Bad Cannstatt - Einwohnerversammlung

Verkehrsprobleme standen im Mittelpunkt

Unter einer Vielzahl von Fragen war es doch der Themenbereich Verkehr, der die knapp 500 Bürgerinnen und Bürger bei der Einwohnerversammlung im Kursaal Bad Cannstatt am meisten beschäftigt hat. Andere gefragte Themen waren fehlende Wohnungen sowie die künftige Einbeziehung des Neckars in die Stadtgestaltung.

Einwohnerversammlung Bad Cannstatt 2016VergrößernGut besucht, die Einwohnerversammlung in Bad Cannstatt. Foto: Thomas WagnerGut besucht, die Einwohnerversammlung in Bad Cannstatt. Foto: Thomas Wagner
In seiner Einführung bescheinigte Oberbürgermeister Fritz Kuhn dem "größten und ältesten Stadtbezirk Stuttgarts" eine hohe Lebensqualität und Vielfalt sowie eine aktive Bürgerschaft, allerdings auch ein Verkehrsproblem. Und das entzündete sich in der Fragerunde vor allem an der Hauptverkehrsachse Waiblinger Straße, die 2013 auf eine Fahrspur reduziert worden war, um die Hauptradroute 1 von Vaihingen nach Fellbach vervollständigen zu können. Die Meinung im Saal war dazu gespalten. Was die Einen als kontraproduktive Verkehrsmaßnahme beklagten, war für  Andere eine willkommene Bereicherung der Mobilitätsvielfalt.

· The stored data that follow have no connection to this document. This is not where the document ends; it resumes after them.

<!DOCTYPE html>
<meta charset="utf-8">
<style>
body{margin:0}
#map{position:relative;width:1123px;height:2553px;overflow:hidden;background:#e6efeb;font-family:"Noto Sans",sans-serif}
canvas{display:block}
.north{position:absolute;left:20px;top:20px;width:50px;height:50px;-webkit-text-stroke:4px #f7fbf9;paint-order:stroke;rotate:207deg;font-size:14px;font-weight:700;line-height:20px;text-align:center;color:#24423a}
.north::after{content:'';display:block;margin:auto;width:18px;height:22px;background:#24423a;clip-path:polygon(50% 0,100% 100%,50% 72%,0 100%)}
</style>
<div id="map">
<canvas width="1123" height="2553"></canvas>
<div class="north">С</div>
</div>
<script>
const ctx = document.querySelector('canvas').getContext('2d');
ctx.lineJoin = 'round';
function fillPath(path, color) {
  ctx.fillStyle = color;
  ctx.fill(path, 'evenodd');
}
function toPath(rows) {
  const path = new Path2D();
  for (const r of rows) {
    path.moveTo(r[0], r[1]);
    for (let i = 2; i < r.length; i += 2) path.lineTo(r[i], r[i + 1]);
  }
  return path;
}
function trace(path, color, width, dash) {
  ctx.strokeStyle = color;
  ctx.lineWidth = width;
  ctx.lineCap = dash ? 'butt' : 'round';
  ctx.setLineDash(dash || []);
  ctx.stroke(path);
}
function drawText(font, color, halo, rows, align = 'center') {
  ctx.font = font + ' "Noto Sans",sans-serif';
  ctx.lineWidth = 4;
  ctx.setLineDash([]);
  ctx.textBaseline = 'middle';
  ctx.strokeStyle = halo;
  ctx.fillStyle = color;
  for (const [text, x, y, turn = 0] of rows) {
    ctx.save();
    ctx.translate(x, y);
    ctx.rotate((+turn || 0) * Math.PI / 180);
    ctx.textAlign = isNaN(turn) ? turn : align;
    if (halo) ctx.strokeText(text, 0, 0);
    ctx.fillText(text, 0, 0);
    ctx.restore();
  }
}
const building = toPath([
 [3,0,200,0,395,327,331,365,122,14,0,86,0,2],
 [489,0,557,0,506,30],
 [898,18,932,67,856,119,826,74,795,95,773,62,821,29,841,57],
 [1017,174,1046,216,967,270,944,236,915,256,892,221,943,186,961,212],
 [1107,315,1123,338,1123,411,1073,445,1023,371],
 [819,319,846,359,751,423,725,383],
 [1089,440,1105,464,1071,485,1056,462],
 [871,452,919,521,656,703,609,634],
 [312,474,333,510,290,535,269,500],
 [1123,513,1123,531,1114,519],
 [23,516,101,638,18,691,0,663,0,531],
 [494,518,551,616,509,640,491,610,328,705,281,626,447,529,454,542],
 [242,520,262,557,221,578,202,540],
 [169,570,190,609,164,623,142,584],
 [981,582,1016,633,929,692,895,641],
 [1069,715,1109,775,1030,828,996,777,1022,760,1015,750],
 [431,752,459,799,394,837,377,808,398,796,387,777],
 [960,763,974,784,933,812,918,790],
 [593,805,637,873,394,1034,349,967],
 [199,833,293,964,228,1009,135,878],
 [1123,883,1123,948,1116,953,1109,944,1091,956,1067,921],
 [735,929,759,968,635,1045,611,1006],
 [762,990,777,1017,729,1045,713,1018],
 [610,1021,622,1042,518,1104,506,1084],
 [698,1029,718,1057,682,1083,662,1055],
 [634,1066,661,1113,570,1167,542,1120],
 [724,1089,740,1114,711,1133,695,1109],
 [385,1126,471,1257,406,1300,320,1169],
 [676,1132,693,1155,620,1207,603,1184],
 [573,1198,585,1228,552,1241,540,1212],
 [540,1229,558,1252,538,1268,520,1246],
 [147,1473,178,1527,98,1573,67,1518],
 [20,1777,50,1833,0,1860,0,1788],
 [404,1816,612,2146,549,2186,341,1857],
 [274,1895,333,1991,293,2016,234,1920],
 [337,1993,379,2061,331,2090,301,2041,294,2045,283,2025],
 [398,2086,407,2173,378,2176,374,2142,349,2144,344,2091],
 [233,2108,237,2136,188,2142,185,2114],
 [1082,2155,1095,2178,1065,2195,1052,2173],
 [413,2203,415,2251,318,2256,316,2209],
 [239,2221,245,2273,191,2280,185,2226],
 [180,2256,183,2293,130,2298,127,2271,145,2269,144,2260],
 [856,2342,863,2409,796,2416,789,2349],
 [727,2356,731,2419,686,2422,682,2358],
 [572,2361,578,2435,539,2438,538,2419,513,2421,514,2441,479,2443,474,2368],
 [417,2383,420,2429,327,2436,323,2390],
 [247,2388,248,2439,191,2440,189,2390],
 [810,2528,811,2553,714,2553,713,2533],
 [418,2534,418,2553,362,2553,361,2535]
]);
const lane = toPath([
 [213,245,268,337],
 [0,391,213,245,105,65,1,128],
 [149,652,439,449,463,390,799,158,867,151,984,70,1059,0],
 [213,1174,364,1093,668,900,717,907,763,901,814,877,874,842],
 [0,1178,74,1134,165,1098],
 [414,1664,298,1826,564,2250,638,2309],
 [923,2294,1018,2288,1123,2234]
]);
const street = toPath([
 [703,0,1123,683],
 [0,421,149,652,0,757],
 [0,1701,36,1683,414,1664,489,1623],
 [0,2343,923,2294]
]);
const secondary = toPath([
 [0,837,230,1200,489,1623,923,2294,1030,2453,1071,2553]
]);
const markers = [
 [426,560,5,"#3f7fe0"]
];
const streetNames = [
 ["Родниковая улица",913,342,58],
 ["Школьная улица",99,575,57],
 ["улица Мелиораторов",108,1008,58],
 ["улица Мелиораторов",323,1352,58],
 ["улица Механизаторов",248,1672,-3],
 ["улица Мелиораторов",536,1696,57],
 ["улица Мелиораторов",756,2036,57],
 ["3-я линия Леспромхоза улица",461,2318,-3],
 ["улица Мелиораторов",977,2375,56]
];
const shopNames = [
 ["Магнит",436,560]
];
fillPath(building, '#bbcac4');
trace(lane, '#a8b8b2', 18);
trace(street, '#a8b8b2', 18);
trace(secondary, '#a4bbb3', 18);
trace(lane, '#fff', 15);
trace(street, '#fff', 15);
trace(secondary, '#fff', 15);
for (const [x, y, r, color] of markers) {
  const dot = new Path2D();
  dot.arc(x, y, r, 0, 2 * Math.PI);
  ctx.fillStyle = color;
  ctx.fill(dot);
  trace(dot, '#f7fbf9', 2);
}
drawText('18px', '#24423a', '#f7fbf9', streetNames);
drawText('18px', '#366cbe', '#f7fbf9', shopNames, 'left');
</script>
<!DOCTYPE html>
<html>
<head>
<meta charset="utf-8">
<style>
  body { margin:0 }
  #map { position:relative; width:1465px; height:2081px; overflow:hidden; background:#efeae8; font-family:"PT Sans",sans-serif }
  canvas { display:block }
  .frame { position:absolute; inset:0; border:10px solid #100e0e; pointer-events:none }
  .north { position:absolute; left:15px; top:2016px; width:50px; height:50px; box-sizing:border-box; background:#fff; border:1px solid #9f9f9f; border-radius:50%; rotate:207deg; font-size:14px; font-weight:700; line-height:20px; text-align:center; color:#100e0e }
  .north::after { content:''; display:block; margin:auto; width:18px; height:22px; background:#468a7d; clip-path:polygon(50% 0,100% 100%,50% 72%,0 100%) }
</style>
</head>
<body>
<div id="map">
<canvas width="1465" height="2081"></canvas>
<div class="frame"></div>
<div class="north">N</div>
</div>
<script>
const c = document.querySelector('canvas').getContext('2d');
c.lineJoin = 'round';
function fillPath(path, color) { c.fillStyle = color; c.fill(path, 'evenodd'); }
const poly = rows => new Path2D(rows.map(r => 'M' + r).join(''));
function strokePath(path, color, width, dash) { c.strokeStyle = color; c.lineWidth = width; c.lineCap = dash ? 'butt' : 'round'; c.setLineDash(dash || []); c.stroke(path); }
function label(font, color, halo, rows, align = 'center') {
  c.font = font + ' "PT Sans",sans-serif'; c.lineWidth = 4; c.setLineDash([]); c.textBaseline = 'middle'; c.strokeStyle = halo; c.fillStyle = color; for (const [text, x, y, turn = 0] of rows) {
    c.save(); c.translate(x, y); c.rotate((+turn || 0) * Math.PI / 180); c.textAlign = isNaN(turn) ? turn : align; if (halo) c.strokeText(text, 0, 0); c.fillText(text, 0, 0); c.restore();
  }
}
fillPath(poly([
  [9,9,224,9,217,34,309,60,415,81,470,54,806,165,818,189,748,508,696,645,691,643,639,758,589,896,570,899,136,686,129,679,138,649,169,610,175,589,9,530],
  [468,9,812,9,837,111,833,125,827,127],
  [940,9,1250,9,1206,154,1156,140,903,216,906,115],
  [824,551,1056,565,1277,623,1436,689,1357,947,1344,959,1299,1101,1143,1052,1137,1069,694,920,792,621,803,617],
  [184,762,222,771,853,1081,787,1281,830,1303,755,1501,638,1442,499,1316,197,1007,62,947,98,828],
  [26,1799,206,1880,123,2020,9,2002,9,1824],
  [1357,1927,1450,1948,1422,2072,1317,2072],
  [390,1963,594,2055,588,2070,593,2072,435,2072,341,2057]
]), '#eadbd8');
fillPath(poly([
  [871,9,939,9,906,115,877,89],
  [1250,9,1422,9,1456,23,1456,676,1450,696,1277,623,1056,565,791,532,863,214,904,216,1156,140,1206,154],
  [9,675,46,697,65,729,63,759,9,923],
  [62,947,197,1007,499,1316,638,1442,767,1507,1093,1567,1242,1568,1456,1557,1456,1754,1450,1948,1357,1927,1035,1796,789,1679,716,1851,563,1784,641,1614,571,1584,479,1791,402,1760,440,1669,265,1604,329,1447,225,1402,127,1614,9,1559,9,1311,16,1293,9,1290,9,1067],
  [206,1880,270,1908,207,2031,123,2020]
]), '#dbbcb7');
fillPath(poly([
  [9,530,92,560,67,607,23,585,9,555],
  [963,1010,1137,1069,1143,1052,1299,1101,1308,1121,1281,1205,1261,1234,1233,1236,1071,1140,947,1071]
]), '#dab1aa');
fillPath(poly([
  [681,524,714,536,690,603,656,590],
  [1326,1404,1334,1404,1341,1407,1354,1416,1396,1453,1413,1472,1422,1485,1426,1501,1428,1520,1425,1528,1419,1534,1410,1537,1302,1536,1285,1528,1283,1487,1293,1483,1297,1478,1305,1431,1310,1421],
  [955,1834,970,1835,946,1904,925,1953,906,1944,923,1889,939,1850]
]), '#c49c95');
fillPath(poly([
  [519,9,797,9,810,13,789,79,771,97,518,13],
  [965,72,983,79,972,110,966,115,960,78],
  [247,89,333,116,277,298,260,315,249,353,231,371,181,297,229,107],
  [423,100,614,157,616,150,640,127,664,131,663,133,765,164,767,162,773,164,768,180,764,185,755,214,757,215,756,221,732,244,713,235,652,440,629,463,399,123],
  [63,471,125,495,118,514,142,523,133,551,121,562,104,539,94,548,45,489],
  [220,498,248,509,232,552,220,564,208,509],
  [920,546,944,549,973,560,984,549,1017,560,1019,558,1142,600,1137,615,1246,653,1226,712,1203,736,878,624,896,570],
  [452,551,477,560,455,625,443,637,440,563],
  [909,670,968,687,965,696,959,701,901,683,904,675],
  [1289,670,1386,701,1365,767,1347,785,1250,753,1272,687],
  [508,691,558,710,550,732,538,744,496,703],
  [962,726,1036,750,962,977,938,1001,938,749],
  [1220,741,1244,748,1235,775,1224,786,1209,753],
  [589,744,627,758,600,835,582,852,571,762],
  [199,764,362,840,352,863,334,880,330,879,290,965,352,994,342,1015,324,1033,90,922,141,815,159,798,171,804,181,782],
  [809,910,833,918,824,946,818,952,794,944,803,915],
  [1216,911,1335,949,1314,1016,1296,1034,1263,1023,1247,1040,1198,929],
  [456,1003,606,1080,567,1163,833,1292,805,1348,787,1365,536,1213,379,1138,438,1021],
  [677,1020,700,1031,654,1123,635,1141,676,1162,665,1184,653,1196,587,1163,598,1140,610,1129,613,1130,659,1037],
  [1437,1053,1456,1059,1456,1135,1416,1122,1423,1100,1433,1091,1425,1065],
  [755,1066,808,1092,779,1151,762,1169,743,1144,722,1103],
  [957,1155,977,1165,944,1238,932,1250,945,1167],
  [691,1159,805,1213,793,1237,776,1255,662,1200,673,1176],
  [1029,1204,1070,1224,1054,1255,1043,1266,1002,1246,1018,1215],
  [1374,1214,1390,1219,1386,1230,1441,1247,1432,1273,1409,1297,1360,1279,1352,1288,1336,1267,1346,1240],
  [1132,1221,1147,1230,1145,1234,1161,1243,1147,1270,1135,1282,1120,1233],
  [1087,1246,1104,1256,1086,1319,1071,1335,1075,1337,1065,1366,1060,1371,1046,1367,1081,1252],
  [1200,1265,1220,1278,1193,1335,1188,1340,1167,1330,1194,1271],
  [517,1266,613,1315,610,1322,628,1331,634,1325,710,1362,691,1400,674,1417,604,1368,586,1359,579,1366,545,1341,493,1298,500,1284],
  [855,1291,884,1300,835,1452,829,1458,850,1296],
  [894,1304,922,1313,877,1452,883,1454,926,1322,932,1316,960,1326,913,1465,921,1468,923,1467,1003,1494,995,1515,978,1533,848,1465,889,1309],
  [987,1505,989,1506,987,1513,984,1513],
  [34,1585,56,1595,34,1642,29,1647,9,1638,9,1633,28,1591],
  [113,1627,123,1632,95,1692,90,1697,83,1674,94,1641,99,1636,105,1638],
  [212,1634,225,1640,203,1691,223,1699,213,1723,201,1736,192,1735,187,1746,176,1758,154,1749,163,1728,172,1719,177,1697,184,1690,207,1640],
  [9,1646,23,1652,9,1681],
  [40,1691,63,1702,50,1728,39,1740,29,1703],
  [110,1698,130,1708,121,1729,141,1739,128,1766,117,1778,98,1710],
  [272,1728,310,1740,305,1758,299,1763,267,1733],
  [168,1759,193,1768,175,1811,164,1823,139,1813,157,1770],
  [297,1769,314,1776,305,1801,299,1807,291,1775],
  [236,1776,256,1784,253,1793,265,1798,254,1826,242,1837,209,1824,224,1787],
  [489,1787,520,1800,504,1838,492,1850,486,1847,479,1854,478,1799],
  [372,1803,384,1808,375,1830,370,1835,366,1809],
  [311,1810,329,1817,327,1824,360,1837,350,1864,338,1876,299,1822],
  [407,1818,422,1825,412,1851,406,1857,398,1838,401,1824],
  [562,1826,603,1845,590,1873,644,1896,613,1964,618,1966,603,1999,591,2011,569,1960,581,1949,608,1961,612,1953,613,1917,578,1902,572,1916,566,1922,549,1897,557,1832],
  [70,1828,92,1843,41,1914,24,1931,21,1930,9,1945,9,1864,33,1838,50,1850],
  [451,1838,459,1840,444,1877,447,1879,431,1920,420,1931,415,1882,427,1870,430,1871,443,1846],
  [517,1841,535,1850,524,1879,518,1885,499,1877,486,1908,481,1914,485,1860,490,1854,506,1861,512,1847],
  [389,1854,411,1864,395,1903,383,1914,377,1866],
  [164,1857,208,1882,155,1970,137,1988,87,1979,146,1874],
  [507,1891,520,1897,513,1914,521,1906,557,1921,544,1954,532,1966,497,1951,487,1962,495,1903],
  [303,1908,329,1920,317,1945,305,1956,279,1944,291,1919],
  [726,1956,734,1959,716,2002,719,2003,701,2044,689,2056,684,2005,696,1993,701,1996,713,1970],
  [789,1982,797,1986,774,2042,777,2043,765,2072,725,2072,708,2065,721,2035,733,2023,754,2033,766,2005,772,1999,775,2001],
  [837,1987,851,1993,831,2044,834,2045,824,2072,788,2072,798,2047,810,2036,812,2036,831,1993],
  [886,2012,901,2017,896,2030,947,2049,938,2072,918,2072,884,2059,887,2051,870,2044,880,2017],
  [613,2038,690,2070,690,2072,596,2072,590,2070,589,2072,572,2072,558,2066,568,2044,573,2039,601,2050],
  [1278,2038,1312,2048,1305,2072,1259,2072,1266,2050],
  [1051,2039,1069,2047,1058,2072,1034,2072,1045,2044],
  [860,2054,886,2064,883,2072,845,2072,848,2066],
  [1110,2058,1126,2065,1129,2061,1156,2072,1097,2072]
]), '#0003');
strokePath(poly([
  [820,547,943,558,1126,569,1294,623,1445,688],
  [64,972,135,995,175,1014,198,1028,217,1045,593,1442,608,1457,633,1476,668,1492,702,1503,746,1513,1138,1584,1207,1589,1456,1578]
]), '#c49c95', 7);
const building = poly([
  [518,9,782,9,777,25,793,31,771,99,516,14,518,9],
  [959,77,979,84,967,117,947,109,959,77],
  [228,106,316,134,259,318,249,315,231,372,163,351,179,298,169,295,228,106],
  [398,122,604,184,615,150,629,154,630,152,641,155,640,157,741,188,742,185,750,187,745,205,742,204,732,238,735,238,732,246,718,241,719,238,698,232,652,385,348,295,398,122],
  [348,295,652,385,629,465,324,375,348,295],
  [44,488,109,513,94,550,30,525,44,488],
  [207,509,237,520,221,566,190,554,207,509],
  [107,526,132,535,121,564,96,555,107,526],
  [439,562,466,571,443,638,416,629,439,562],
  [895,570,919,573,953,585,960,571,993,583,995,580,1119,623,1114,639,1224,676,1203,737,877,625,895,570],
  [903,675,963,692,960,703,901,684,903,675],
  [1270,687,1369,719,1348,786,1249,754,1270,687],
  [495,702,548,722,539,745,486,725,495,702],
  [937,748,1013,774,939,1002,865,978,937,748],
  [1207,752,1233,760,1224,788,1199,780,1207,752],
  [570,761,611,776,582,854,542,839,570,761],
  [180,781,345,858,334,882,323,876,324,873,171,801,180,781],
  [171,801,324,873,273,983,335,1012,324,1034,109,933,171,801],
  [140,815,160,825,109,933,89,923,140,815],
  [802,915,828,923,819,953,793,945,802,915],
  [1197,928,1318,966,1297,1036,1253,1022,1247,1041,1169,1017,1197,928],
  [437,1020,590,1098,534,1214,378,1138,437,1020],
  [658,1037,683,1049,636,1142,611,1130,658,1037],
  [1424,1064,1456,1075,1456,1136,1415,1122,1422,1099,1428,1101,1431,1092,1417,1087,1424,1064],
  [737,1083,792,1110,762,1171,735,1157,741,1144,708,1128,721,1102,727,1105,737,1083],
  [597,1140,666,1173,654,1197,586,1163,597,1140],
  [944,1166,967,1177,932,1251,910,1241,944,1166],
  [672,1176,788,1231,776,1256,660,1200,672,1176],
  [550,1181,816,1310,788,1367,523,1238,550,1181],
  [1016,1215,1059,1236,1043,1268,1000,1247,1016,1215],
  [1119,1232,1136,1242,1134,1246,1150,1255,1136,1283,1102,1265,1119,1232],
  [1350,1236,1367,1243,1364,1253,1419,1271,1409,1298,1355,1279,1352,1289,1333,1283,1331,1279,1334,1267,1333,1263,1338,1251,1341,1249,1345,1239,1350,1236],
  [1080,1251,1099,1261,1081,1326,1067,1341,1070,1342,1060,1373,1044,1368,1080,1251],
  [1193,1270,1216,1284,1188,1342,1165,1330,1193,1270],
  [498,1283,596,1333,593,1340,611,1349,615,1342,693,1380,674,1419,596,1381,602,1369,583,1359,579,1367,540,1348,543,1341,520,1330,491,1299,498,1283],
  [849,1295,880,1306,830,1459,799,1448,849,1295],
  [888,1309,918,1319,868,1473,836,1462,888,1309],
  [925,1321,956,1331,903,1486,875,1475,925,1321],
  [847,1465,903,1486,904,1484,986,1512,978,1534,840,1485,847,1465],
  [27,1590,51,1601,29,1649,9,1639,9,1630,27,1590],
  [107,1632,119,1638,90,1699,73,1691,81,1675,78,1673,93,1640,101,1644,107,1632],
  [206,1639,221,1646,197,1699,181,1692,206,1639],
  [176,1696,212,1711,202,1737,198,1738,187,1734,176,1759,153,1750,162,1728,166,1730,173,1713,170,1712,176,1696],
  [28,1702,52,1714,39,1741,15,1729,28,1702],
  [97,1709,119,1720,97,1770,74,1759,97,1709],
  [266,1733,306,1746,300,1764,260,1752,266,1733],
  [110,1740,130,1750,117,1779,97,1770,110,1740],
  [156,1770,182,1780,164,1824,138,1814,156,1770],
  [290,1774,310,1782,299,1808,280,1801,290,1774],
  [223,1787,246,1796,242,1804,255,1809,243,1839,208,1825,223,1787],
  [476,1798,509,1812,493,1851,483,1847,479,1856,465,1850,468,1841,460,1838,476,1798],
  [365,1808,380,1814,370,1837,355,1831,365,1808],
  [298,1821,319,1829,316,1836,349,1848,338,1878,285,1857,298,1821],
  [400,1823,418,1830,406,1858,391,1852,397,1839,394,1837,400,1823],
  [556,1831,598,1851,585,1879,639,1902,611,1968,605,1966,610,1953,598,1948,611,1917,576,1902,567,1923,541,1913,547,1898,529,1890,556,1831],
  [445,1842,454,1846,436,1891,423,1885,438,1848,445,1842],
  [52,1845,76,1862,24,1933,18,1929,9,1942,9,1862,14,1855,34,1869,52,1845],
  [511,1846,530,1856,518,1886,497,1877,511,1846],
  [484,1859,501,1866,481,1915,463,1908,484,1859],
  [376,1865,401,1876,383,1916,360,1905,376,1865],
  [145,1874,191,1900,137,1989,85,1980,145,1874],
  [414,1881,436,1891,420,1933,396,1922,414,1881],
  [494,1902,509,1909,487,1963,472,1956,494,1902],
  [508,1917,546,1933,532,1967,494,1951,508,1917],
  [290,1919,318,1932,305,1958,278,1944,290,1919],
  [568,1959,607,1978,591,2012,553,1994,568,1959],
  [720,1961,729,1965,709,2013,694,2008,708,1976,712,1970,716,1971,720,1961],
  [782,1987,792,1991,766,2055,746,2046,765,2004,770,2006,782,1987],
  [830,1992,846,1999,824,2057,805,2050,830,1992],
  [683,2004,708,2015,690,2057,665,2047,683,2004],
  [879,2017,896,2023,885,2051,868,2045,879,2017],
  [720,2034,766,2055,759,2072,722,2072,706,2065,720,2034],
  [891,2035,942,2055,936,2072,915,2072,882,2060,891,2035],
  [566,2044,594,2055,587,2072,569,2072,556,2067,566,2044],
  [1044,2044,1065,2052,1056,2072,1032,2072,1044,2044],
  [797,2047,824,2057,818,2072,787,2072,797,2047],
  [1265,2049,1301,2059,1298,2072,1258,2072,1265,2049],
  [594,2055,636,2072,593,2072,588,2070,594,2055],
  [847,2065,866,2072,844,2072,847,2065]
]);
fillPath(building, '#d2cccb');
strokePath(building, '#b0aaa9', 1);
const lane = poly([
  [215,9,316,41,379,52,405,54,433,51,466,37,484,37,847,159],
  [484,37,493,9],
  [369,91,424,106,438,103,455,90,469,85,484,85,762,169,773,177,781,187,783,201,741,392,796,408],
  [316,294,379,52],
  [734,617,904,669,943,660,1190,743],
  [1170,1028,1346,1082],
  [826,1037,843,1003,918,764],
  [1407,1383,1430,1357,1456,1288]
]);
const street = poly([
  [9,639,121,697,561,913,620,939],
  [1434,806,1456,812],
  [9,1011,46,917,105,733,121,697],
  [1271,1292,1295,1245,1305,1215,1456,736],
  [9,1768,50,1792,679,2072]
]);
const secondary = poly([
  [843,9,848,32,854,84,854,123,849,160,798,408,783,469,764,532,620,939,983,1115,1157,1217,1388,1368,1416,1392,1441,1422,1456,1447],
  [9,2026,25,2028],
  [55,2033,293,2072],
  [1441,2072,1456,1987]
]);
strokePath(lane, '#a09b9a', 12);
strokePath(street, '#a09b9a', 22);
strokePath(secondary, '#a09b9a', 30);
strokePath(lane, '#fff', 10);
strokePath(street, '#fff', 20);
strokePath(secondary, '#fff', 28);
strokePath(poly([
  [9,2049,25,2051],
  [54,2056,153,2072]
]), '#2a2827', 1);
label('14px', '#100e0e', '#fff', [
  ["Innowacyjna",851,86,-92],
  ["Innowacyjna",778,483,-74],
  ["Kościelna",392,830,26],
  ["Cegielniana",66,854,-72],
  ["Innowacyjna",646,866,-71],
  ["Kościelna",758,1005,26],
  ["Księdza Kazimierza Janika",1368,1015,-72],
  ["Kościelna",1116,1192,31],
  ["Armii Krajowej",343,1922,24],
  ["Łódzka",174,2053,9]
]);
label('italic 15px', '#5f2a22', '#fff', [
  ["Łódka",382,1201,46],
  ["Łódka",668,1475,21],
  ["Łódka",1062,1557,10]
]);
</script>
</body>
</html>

OB Kuhn machte klar, dass notwendige Verkehrsmaßnahmen aufeinander abgestimmt werden müssen. Zudem sei der Radverkehrsanteil in Stuttgart mit fünf Prozent im Vergleich zu anderen Städten, die mit bis zu 20 Prozent aufwarten, noch zu gering. Um die Bad Cannstatter zu entlasten, werde auch der öffentliche Nahverkehr weiter ausgebaut, etwa durch die geplante Stadtbahnlinie U19 von Neugereut zum Neckarpark. Das Ziel sei, 20 Prozent weniger Autoverkehr in der Stadt zu erreichen, sagte Kuhn.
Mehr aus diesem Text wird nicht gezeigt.